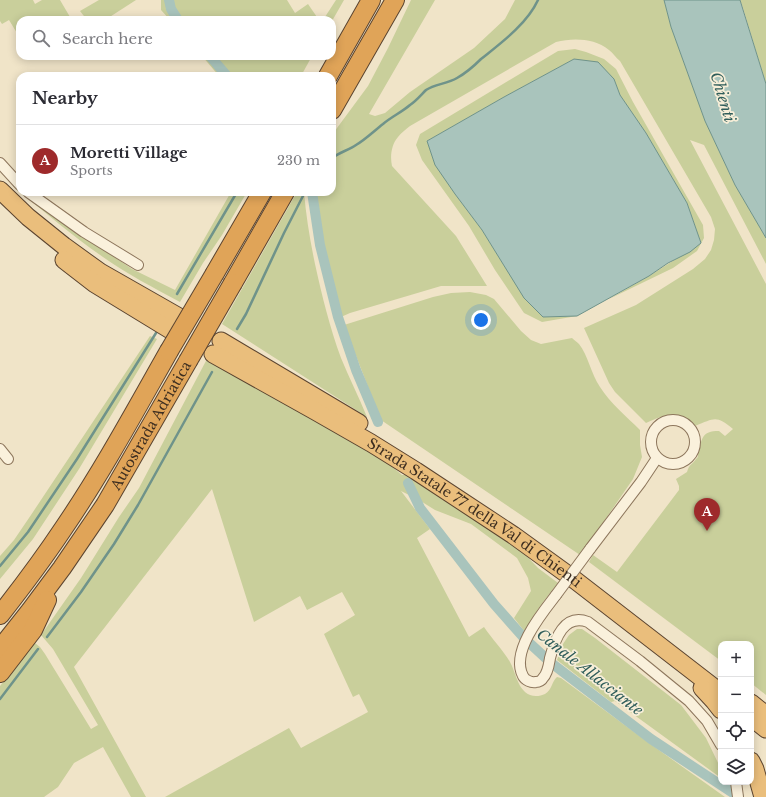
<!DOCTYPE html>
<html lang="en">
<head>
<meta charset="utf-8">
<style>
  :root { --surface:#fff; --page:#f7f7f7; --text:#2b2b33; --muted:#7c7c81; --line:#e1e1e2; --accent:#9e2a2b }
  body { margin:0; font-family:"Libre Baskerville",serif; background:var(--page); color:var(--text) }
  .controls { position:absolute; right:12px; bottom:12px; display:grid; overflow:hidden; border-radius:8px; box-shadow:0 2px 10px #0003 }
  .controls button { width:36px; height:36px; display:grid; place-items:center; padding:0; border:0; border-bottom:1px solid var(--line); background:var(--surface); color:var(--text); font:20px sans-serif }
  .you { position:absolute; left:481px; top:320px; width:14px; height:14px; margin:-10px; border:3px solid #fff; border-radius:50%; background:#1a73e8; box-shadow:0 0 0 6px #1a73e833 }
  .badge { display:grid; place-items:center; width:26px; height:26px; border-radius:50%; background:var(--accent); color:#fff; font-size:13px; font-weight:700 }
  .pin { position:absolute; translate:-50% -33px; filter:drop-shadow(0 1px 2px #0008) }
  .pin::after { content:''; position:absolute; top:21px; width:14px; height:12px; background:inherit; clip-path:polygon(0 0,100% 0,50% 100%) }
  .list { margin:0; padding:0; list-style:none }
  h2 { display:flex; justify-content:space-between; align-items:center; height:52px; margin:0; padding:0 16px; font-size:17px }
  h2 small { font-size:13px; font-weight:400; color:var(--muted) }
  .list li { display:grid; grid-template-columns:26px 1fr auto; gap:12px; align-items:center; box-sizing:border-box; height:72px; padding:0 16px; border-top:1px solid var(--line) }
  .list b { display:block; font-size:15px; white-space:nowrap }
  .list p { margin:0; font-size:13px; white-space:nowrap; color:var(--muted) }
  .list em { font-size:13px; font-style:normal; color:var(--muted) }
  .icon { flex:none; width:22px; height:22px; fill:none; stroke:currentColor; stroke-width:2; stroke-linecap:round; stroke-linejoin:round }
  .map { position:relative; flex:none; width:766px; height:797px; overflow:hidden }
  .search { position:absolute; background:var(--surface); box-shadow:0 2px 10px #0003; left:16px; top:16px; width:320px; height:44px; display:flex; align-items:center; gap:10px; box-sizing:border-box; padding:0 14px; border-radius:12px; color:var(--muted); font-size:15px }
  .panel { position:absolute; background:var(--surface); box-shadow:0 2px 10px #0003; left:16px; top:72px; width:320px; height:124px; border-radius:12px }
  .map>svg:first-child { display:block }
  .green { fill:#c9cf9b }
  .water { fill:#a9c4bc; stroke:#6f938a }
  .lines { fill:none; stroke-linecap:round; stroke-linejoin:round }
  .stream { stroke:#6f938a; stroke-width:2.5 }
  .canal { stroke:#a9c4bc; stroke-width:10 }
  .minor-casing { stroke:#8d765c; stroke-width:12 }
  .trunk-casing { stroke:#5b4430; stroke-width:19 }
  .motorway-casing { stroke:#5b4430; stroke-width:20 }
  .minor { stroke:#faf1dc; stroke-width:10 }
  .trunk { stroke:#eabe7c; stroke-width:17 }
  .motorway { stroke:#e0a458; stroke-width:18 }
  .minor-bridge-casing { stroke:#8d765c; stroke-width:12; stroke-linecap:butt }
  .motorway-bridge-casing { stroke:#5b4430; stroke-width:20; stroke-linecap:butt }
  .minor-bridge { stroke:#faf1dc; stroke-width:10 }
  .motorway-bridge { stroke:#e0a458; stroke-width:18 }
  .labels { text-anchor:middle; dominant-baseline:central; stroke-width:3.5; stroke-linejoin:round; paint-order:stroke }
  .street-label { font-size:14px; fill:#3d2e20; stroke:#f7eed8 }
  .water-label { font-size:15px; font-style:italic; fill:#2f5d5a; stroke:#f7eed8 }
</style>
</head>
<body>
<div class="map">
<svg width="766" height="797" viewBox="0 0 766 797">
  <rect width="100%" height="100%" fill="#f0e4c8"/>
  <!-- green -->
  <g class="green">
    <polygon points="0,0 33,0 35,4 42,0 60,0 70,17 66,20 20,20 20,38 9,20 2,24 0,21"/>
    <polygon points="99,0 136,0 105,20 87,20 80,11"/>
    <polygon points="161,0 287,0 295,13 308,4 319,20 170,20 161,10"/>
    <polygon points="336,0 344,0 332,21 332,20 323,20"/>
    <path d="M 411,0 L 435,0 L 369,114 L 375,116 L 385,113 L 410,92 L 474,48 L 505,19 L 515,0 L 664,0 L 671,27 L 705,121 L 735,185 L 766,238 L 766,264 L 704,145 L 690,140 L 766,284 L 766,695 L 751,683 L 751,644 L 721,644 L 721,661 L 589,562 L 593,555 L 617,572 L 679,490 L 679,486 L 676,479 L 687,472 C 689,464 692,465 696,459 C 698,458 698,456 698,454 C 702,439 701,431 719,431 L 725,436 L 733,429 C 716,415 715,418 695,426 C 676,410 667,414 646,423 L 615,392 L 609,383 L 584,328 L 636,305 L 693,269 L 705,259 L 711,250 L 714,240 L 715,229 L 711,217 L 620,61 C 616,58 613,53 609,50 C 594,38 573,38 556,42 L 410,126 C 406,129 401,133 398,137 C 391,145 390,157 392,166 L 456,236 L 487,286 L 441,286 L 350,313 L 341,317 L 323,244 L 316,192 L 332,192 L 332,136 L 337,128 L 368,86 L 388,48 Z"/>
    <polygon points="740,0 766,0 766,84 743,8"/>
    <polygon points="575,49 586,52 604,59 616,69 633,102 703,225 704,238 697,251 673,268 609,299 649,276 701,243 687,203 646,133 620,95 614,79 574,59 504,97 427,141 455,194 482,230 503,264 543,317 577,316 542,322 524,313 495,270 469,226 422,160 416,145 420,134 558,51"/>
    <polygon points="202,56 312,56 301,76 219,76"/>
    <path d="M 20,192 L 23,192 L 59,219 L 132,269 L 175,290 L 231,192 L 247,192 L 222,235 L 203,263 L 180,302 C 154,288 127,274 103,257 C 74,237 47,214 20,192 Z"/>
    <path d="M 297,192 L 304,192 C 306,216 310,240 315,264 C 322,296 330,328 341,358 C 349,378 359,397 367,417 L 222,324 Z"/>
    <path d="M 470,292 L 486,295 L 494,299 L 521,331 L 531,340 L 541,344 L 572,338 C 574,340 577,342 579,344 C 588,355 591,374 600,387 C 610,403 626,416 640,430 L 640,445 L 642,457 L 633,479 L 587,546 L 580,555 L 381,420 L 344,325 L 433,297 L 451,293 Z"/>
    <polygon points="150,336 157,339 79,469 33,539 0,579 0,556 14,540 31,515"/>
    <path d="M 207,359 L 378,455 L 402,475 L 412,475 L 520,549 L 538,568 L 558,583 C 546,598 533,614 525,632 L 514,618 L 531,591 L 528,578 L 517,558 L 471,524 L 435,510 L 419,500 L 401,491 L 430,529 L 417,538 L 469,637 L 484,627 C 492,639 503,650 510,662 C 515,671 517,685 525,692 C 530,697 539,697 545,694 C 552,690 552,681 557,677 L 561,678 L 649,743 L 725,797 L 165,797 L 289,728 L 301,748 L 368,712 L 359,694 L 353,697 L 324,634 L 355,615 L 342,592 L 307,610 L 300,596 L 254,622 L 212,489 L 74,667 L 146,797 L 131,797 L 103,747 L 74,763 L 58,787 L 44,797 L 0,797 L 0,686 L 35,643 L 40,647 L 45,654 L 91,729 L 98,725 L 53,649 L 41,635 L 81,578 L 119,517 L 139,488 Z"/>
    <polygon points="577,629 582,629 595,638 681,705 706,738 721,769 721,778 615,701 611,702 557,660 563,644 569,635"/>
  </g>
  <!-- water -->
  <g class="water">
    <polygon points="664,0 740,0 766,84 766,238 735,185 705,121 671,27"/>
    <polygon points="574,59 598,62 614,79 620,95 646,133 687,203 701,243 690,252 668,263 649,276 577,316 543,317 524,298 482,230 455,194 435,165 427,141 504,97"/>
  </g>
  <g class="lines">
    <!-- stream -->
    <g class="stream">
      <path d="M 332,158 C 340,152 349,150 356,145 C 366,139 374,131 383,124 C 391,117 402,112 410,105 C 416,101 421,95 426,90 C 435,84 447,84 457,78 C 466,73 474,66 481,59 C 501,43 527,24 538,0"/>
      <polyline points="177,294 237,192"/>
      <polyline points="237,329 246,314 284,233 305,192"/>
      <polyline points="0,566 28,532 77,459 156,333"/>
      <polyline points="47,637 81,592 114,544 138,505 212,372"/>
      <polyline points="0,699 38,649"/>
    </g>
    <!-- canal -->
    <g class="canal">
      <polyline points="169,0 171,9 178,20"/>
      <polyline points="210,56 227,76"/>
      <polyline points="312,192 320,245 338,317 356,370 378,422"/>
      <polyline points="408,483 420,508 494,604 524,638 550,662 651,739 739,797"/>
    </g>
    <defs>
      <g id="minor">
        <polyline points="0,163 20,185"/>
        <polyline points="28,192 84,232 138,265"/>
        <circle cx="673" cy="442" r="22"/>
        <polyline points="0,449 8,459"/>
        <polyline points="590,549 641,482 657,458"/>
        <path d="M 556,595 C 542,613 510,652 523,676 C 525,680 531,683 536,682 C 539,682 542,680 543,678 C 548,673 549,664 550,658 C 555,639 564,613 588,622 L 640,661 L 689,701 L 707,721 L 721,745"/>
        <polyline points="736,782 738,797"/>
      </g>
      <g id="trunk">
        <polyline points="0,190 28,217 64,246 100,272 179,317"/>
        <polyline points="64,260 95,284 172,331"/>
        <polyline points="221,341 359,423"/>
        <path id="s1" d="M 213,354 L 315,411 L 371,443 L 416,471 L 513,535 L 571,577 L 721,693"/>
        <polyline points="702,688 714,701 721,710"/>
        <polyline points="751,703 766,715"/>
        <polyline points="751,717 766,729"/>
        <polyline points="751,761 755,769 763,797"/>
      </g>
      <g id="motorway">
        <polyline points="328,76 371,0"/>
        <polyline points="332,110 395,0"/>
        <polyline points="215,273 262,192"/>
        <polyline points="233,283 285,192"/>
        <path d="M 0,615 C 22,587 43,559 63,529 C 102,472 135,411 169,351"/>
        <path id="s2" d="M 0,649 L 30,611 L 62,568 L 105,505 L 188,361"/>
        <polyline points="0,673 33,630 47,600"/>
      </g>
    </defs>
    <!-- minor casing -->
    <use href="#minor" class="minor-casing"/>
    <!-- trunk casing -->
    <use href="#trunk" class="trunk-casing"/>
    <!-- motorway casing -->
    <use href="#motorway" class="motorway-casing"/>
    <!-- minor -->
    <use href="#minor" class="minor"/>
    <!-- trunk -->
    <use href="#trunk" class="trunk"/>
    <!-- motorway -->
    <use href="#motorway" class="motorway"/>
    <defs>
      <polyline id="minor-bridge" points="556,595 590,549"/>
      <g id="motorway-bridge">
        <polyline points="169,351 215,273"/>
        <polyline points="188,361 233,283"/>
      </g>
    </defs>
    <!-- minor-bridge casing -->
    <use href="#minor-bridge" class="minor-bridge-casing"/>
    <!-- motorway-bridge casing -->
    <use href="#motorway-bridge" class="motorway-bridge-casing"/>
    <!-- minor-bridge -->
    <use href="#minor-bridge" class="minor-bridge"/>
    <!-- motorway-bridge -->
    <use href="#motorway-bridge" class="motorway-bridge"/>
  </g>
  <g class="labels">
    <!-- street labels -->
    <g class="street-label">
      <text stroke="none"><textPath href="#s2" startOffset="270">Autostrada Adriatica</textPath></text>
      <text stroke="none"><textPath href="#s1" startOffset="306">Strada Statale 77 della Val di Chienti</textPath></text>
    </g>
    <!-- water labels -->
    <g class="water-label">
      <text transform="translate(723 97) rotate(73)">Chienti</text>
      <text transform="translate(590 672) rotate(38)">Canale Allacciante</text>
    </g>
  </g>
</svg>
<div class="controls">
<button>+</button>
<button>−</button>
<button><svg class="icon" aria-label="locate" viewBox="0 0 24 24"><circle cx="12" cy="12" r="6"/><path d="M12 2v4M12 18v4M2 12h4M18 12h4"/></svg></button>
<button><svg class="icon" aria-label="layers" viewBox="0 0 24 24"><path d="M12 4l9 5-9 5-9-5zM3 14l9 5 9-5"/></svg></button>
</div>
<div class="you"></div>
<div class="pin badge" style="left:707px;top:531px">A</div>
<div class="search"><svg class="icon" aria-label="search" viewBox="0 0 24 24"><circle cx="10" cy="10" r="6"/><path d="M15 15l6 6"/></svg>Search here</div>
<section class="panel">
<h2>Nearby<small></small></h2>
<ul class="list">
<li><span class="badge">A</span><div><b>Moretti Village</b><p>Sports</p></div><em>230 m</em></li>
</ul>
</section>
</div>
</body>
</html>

* Activity *
Every line above with the string "body" in it needs to be copied.

* Completed task *
  body { margin:0; font-family:"Libre Baskerville",serif; background:var(--page); color:var(--text) }
<body>
</body>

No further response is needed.